The Risk of the Cycle Repeating
The structural conditions that enabled radicalisation remain largely unchanged. School attendance across the northeast is still among the lowest in Nigeria. Thousands of children roam the streets without structured learning, battling hunger, boredom and trauma.
Recent fieldwork in the Bama IDP camp by HumAngle revealed a troubling mindset among youth. Many did not reject Boko Haram’s ideology entirely. They opposed random killings and resented displacement, but said that if Boko Haram allowed them to farm and remain in their villages, they would accept the group’s Islamic laws and punishments.
Traditional Quranic education still holds spiritual knowledge above secular learning. Some clerics denounce Western curricula as corrupted. Reformist Izala imams have warned that Western schools are immoral and polluting. Even prominent Muslim leaders have cautioned followers that Western education undermines their culture. Such views saturate the Almajiri environment.

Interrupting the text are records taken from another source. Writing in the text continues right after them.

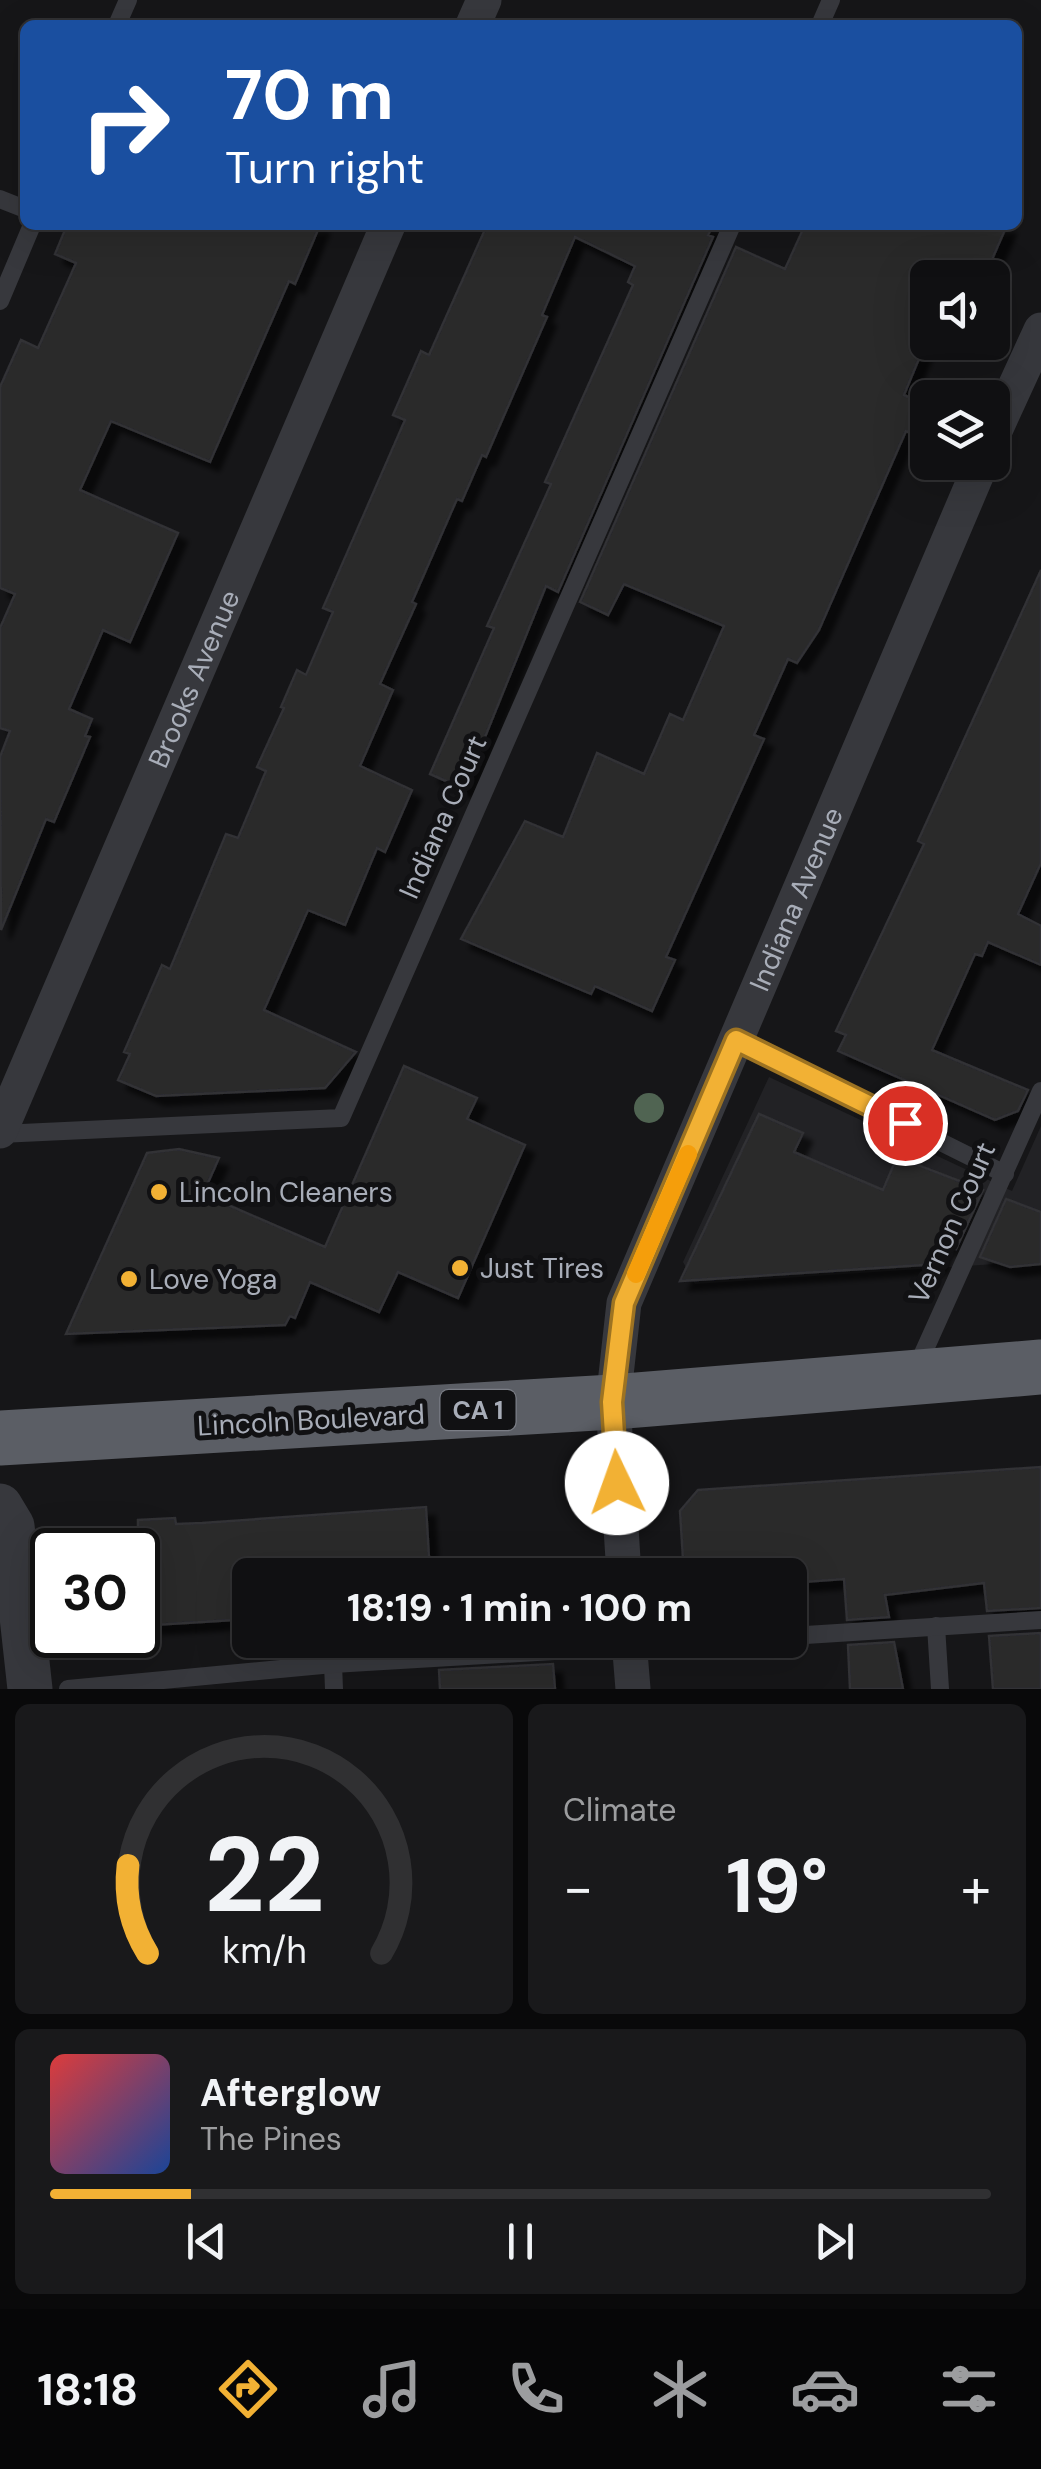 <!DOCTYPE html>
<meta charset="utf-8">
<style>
:root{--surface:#101012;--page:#19191b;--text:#f1f3f6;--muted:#9c9d9f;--line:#303032;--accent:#f2b134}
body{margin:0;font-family:"DM Sans",sans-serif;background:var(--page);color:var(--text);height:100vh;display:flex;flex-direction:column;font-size:38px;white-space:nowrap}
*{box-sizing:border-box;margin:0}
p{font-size:32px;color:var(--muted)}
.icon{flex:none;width:55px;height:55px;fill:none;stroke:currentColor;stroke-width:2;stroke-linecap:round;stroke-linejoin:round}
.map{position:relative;height:1689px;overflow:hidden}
.drawer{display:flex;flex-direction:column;gap:15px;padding:15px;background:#09090a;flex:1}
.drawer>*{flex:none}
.top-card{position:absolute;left:20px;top:20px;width:1002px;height:210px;border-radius:15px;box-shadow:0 10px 40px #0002,0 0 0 2px var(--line);background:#1a4fa0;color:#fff;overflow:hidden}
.controls{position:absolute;left:910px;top:260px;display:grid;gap:20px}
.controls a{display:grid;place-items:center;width:100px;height:100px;border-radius:15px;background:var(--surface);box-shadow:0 10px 40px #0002,0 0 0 2px var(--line);font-size:50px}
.speed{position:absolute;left:30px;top:1528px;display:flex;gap:20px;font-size:50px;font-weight:700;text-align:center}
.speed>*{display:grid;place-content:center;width:130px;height:130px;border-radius:50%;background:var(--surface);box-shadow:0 10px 40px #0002,0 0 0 2px var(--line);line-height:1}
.speed .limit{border:5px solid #111;border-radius:15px;background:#fff;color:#111}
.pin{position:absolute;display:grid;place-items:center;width:85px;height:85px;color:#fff;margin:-42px;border:5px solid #fff;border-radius:50%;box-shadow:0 2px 10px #0007}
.me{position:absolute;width:110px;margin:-55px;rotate:357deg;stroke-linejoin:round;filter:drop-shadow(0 0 8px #0008)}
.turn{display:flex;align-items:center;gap:35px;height:210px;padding:0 40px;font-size:45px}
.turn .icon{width:130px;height:130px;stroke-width:2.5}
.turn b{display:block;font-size:70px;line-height:85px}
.big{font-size:75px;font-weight:700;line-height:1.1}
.drawer .card{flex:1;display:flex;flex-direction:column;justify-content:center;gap:15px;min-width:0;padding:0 35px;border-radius:15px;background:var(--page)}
.drawer .dial{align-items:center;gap:0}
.dial svg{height:260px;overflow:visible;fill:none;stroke:var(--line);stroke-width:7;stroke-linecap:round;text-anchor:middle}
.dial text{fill:var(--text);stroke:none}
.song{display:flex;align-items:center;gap:30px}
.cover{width:120px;height:120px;border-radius:15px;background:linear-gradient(135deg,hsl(0 70% 55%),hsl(220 70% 35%))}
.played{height:10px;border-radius:5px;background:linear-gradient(90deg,var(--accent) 15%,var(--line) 15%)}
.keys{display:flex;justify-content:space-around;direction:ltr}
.heat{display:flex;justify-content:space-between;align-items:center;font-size:55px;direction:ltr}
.drawer .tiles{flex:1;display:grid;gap:15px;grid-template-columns:1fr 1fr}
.card:last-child{grid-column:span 2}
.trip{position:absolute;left:232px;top:1558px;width:575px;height:100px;border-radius:15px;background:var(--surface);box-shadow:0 10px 40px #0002,0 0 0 2px var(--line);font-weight:700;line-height:100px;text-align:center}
.tab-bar{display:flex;height:160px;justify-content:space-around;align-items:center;background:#060607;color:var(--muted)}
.tab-bar .icon{width:70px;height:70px}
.tab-bar .current{color:var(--accent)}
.tab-bar b{font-size:45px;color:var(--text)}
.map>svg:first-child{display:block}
.built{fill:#222225}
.building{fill:#29292c;stroke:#303034;stroke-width:2.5;filter:url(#shadow)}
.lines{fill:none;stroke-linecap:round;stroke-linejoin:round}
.service{stroke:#37383d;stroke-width:18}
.minor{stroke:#37383d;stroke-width:35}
.tertiary{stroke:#37383d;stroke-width:45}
.trunk{stroke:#5b5e65;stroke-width:55}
.tree{fill:#506452}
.route-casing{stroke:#9d7322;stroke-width:25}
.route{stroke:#f2b134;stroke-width:18}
.slow{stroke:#f59e0b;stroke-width:18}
.poi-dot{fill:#f2b134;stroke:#111113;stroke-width:4}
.labels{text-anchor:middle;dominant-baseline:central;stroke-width:10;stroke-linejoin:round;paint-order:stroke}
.shield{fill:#111113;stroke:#7b7e86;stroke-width:2.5}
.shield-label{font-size:25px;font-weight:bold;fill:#a8adb8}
.street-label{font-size:28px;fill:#a8adb8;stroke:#111113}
.poi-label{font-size:28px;fill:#a8adb8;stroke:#111113;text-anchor:start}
</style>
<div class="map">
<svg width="1041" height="1689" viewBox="0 0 1041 1689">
<defs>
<filter id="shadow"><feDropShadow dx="9" dy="9" stdDeviation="2.5" flood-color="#0009"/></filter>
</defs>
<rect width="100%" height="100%" fill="#161618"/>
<path class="built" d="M769 1077 1012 1191 1041 1126V1261L695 1284 683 1262Z"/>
<g class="building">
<path d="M67 225H320L295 284 289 281 210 462 111 421 80 490 178 533 130 642 103 630 69 709 92 719 85 736 90 737 54 822 46 819 1 930 0 757 10 731 0 728V628L15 594 0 588V387L21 340 38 348 76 263 55 254Z"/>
<path d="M487 225H713L708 235 713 237 558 592 546 586 464 789 430 774 494 628 487 626 551 484 545 482 633 285 628 282 635 266 575 237 542 315 547 317 486 457 482 455 462 501 457 499 412 602 416 604 380 684 393 690 360 766 412 790 385 852 377 848 345 925 308 910 264 1010 356 1052 325 1088 156 1096 118 1080 130 1054 124 1052 162 965 170 969 226 834 238 838 266 771 257 767 284 708 281 707 297 670 306 675 333 612 323 608 405 420 393 415 421 351 429 355Z"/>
<path d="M805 225H1007L984 278H928V337L904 395 926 405 914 435 906 431 819 630 797 663 788 659 754 735 764 739 666 957 675 960 652 1011 595 986 591 994 461 939 525 821 563 837 597 753 644 774 670 714 683 720 724 626 624 584 608 615 580 602 736 247 785 269Z"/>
<path d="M1041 570V863L1018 914 1041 926V965L988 942 982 956 975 954 932 1050 1028 1090 1018 1111 995 1120 838 1051 846 1035 836 1031 924 844 918 841Z"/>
<path d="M404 1066 477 1098 467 1119 525 1145 458 1298 398 1272 379 1312 310 1282 295 1318 290 1316 285 1325 66 1334 147 1153 179 1149 219 1158 203 1194 325 1247Z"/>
<path d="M759 1114 803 1133 794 1152 883 1190 897 1157 983 1190 956 1249 945 1246 938 1264 680 1281Z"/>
<path d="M1006 1199 1041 1212V1264L1010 1267 980 1257Z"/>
<path d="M1041 1467V1608L987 1611 984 1583 885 1595 889 1617 847 1620 844 1579 790 1583V1575H684L680 1511 698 1490Z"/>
<path d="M426 1507 430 1575H250V1619L138 1626V1520L175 1518 176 1524 202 1523Z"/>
<path d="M1041 1633V1689H993L989 1636Z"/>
<path d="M894 1642 903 1689H850L848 1645Z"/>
<path d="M553 1664 555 1689H440L439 1670Z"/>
</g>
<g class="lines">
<g class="service">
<path d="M117 25 128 0"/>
<path d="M820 25 831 0"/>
<path d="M0 199 25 209"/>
<path d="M0 301 32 225"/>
<path d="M736 1040 1005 1174"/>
<path d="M0 1134 341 1118 732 225"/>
<path d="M916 1369 1041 1091"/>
<path d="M936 1626 940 1689"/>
<path d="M790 1636 1041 1620"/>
<path d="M333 1664 334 1689"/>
<path d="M68 1689 333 1664 741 1640"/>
</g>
<g class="minor">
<path d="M473 25 484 0"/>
<path d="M992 437 1041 330"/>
<path id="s1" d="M0 1131 388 225"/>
<path id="s2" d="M624 1575 613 1402 624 1303 982 462"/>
<path d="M629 1640 633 1689"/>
</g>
<path class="tertiary" d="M0 1506 12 1526 30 1689"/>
<path class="trunk" d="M0 1438 613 1402 1041 1367"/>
</g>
<circle class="tree" cx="649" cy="1108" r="15"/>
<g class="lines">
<g class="route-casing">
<path id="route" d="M617 1483 612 1402 624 1303 736 1040 905 1123"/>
</g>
<use href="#route" class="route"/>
<path class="slow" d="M636 1274 688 1154"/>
</g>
<g class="poi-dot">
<circle cx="159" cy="1192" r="10"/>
<circle cx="460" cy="1268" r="10"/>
<circle cx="129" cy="1279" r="10"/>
</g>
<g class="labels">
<rect class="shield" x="440.5" y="1390" width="75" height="40" rx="8"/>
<g class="shield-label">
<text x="478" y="1410">CA 1</text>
</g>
<g class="street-label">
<text stroke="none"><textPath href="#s1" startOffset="492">Brooks Avenue</textPath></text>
<text transform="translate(443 817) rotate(-66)">Indiana Court</text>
<text stroke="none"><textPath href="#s2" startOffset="712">Indiana Avenue</textPath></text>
<text transform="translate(952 1223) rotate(-66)">Vernon Court</text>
<text transform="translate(311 1420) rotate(-3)">Lincoln Boulevard</text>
</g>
<g class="poi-label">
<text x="179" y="1192">Lincoln Cleaners</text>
<text x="480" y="1268">Just Tires</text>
<text x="149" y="1279">Love Yoga</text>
</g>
</g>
</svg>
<div class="controls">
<a><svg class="icon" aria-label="sound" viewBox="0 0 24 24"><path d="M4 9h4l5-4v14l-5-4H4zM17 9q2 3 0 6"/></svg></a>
<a><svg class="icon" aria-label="layers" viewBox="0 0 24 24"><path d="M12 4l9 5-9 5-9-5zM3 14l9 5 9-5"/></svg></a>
</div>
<div class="speed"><div class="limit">30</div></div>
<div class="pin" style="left:905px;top:1123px;background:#d93025"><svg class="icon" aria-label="arrive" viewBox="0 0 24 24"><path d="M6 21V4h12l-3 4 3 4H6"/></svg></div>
<svg class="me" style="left:617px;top:1483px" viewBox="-20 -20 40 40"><circle r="19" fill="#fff"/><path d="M0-13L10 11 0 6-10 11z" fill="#f2b134"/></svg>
<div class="trip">18:19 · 1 min · 100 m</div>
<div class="top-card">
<div class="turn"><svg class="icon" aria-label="right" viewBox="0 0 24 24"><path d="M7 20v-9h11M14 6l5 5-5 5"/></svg><div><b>70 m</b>Turn right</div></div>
</div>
</div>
<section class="drawer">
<div class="tiles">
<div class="card dial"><svg viewBox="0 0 100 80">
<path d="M14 69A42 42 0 1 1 86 69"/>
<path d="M14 69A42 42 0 0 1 8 42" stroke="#f2b134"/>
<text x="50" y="56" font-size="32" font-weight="700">22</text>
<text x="50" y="72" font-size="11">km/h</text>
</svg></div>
<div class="card"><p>Climate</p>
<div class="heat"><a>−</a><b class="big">19°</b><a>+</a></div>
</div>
<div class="card">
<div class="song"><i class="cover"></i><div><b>Afterglow</b><p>The Pines</p></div></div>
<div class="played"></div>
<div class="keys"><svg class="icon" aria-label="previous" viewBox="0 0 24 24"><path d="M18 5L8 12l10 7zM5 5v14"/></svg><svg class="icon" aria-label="pause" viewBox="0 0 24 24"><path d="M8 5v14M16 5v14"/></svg><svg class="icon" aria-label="next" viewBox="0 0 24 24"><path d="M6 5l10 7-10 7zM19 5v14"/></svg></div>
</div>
</div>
</section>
<nav class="tab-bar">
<b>18:18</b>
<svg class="icon current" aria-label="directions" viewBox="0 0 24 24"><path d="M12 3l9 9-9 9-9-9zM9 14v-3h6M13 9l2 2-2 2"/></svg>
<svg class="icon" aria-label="music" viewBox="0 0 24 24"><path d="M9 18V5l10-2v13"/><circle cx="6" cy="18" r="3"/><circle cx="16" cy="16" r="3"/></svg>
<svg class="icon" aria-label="phone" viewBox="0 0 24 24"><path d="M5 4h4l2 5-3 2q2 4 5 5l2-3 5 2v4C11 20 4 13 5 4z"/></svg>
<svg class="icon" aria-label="climate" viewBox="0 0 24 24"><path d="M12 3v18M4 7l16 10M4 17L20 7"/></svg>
<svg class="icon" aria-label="car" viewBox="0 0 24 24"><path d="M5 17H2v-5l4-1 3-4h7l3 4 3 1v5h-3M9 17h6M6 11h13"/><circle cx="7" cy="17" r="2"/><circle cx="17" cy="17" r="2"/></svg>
<svg class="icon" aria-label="filters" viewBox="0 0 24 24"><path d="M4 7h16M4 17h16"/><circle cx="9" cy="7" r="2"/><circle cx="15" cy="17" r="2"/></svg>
</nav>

A rhyme commonly heard among Almajirai casts their peers in secular schools as irreligious and disrespectful, reinforcing distrust toward formal education.
Barrister Zannah Bukar Mustapha, a mediator and humanitarian actor who founded the Future Prowess Islamic Foundation, said the forces that once pushed Boko Haram to this level are still active.
He pointed to the economic strain caused by the shrinking Lake Chad region and the long-standing governmental neglect in providing education. He cited the example of how the whole of northern Borno, which comprises ten local governments, has not had a single tertiary institution.
He further explained that some local governments, such as Guzamala and Kala Balge, have never had a secondary school. “What will they do after primary school?” he asked. “These are the things that contributed.”
He added that radicalisation is rarely just about ideology; it is often a symptom of systemic failure. ‘When young people cannot see a future, they become highly susceptible to groups that promise purpose, structure, and income,’ he said.
Zannah also highlighted the importance of early intervention. “Programs targeting children before they leave school or are forced into the streets are crucial. Skills development, mentorship, and community support can break cycles of extremism,” he explained.
To address this, he advised the government to consider specialised schooling that combines essential education with skills that can guarantee financial independence.